Governmental Tort Liability in Louisiana: A Response to Professor Robertson and a Call for More Study

Article by Robert R. Peebles, Jr.

Recently, Professor David Robertson suggested in the pages of this journal that adoption of a comprehensive tort claims act, along the lines of the Federal Tort Claims Act (FTCA) or similar state legislation, “could set Louisiana on the road to adopting a unified and rational approach to its governmental liability law.” At the root of the perceived conundrum, in Louisiana as elsewhere, is a legal principle with a long and somewhat complex history: the doctrine of sovereign immunity. My purpose in this Article is not to challenge Robertson's thesis, but to propose that the unique tradition of Louisiana law demands more thought, more research, and perhaps a different solution than the one reached on the national level or in other states.

When Louisiana adopted its new constitution in 1974, it seemed that the troublesome doctrine of sovereign immunity was finally a thing of the past. Article 12, section 10 of the constitution provided:

A. No Immunity in Contract and Tort. Neither the state, a state agency, nor a political subdivision shall be immune from suit and liability in contract or for injury to person or property.

B. Waiver in Other Suits. The legislature may authorize other suits against the state, a state agency, or a political subdivision. A measure authorizing suit shall waive immunity from suit and liability.

C. Procedure; Judgments. The legislature shall provide a procedure for suits against the state, a state agency, or a political subdivision. It shall provide for the effect of a judgment, but no public property or public funds shall be subject to seizure. No judgment against the state, a state agency, or a political subdivision shall be exigible, payable, or paid except from funds appropriated therefor by the legislature or by the political subdivision against which judgment is rendered.

The gradual erosion of sovereign immunity on both the national and state levels had been occurring since the middle of the last century, but in few jurisdictions had the rejection been quite so complete as the new constitutional provision suggested that it would be for Louisiana. Typically, tort-claims legislation on both the federal and state levels preserve governmental immunity, at least for specified events and injuries. The sweeping language of the Louisiana Constitution seemed to preserve nothing of the sort. In the years since the 1974 constitution was adopted, however, the legislature has attempted to hedge article 12, section 10 with qualifications and limitations. Perhaps the attempt can be seen as a realistic move toward the position occupied by other states and the federal government, but the post-1974 statutes in question suffer from two infirmities that distinguish Louisiana from other jurisdictions. First, the statutes have been enacted so as to create what Robertson calls a “hodgepodge,” revealing the lack of a consistent policy. Second, they have often seemed to fly in the face of the 1974 constitution's apparently absolute rejection of sovereign immunity.

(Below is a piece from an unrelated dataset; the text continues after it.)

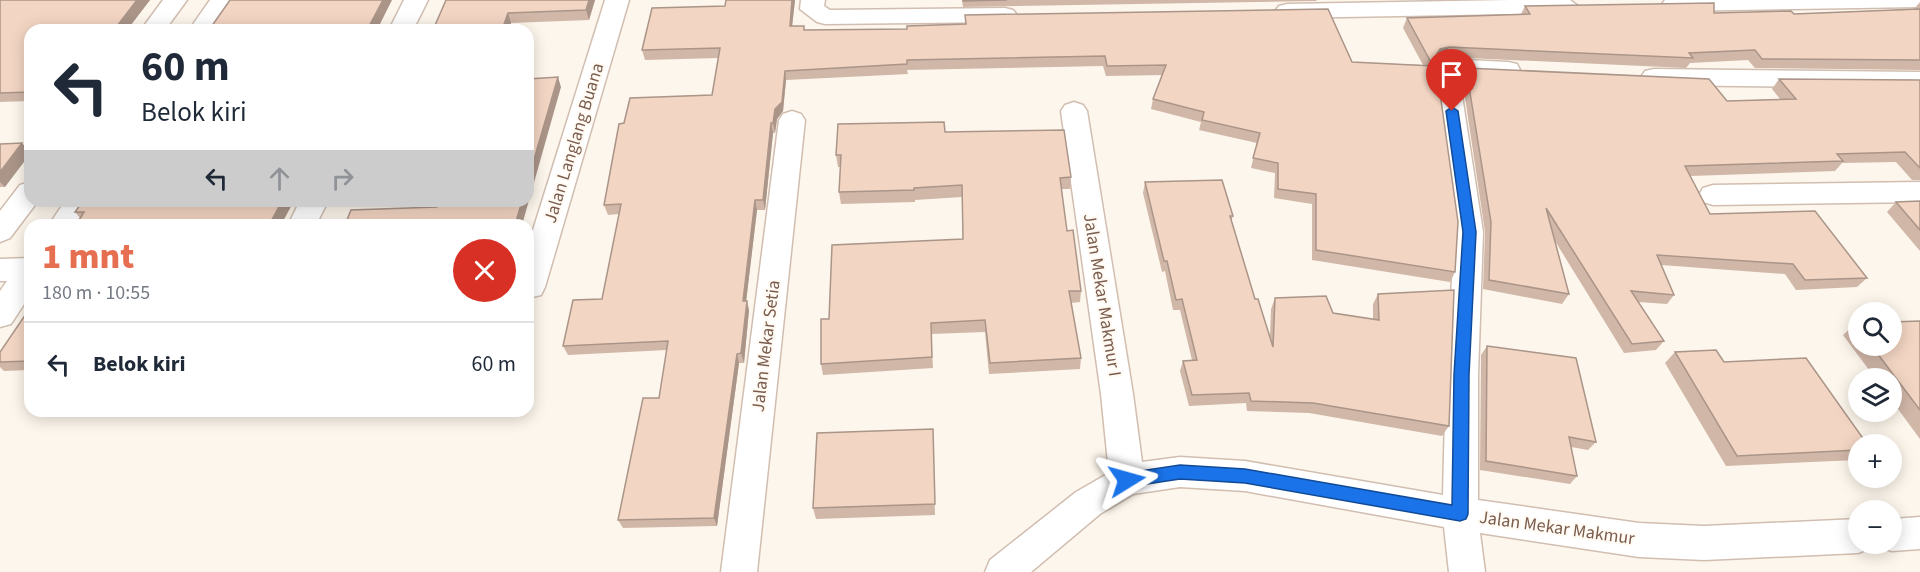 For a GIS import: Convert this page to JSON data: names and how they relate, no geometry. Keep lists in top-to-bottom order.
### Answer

What makes the issue more interesting is that, at least in theory, the ability to recover for governmental torts is greater in nearly every nation that shares Louisiana's civilian heritage than it is anywhere in the United States. This is especially true in France, which is the wellspring of Louisiana's private law. It would be easy to dismiss this fact as simply one more instance in which Louisiana adopted the prevailing American view, making the state the “mixed” jurisdiction that it undoubtedly is. But the truth of the matter is far more complicated. At the time Louisiana adopted a civil code based in large part on the Code Napoleon, it was more difficult to recover for governmental torts in France than it was in the United States. The current French liberality resulted from an evolution that occurred well before the turn of the century. Significantly for Louisiana, one of the factors that guided the evolution was doctrinal reflection on the scope of the Code civil.

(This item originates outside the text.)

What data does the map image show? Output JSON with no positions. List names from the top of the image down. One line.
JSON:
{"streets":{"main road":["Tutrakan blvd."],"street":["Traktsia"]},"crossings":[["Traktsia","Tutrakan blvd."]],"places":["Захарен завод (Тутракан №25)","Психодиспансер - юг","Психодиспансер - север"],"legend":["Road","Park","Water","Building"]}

Part II of this Article will discuss the historical development of the doctrine of sovereign immunity in the United States in general and in Louisiana in particular. Part III will focus on sovereign immunity in the civil-law tradition, especially as it pertains to France. Part IV will recount the post-1974 Louisiana legislation and jurisprudence and will explore the possibility of applying principles of French doctrine to discover whether those principles might foster consistent policies and workable rules for dealing with article 12, section 10 of the Louisiana Constitution. Such an exploration is hardly novel; it has been proposed for states that do not share Louisiana's legal heritage. So much the more reason for Louisiana to consider the French solution before blindly adopting a statute modelled on the FTCA, whether the French solution ultimately proves feasible for Louisiana or not.


About the Author

Robert R. Peebles, Jr. Associate with the New Orleans law firm of Sessions & Fishman.